» Problem requirements
Set down the records once more, please, exactly and with the pictures left out.

[Stored items]

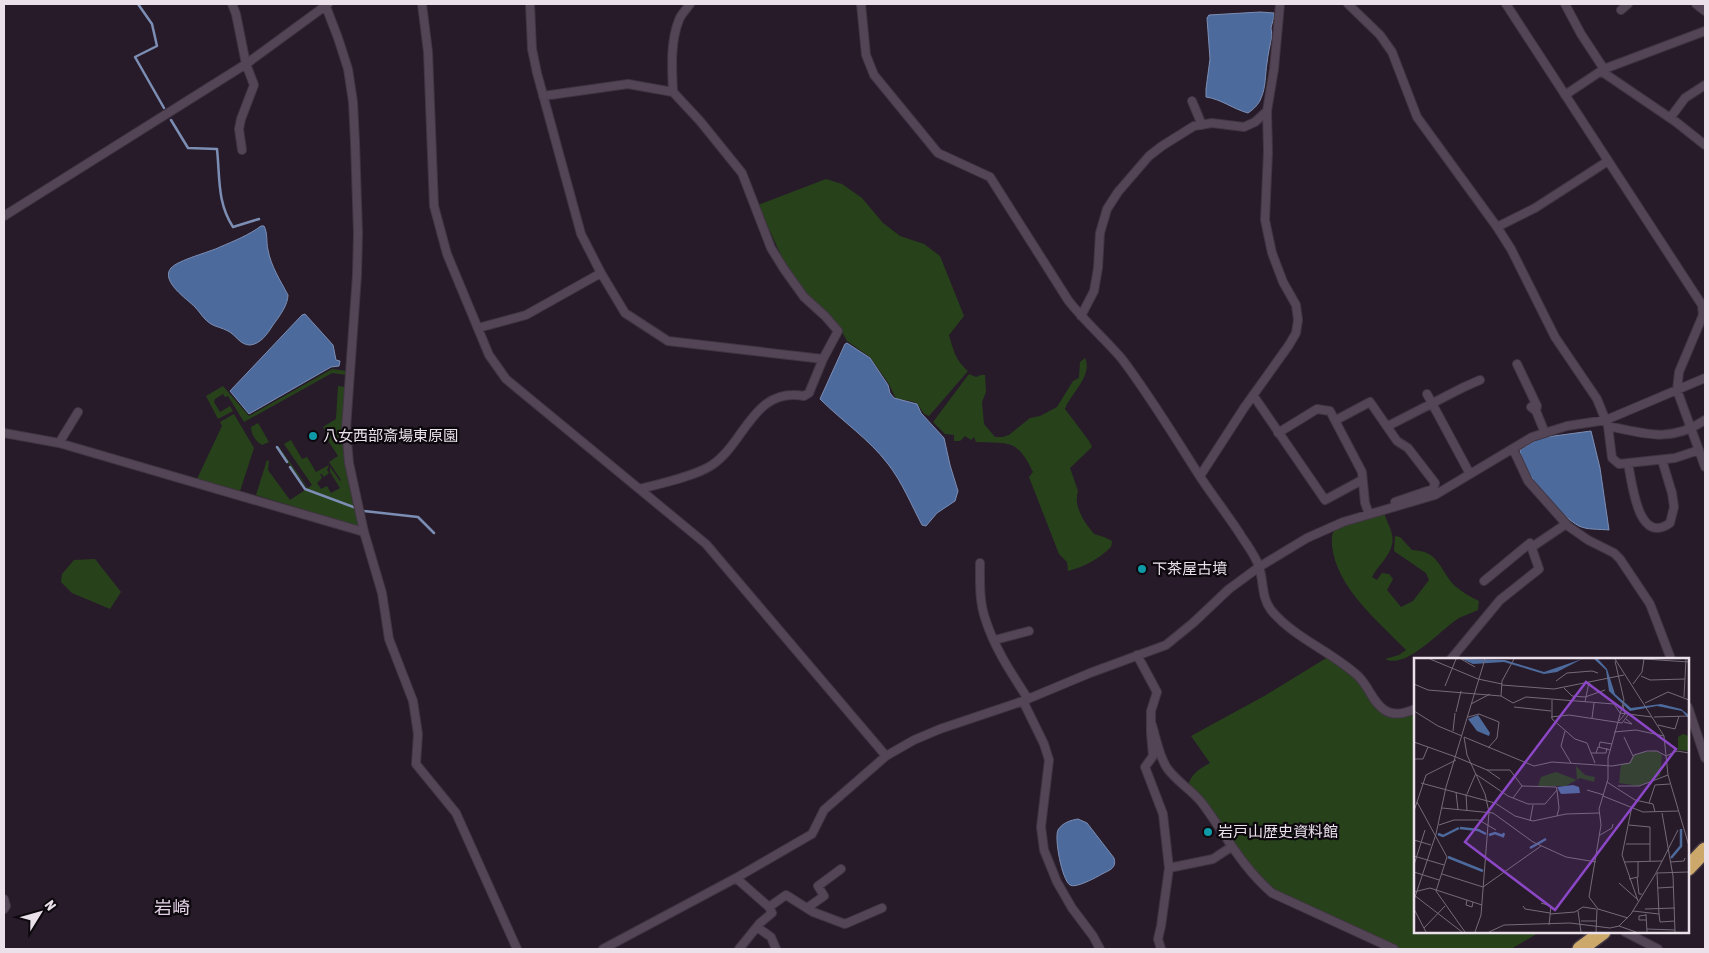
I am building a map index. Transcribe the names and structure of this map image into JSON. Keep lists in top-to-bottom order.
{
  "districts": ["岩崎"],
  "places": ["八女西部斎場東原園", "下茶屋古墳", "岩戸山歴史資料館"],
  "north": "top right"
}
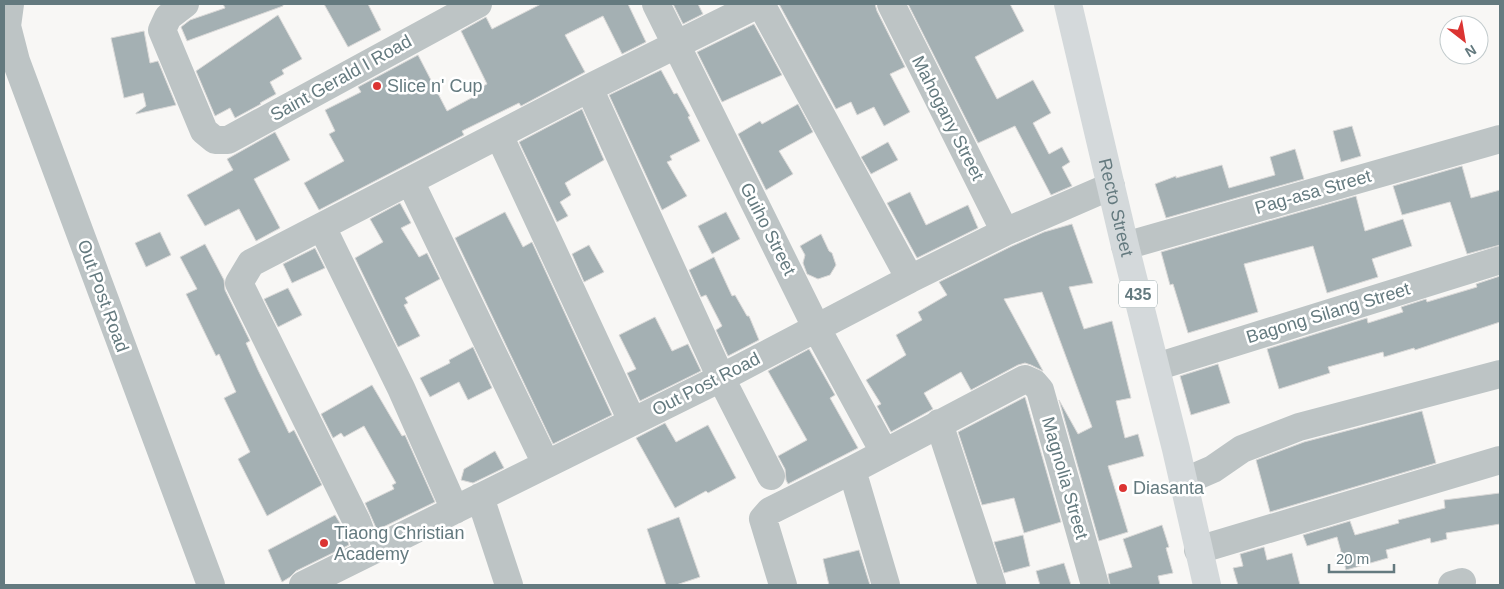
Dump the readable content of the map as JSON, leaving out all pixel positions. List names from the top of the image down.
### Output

» Task output
I am building a map index. Transcribe the names and structure of this map image into JSON. Keep lists in top-to-bottom order.
{
  "districts": ["岩崎"],
  "places": ["八女西部斎場東原園", "下茶屋古墳", "岩戸山歴史資料館"],
  "north": "top right"
}
Dump the readable content of the map as JSON, leaving out all pixel positions. List names from the top of the image down.
### Output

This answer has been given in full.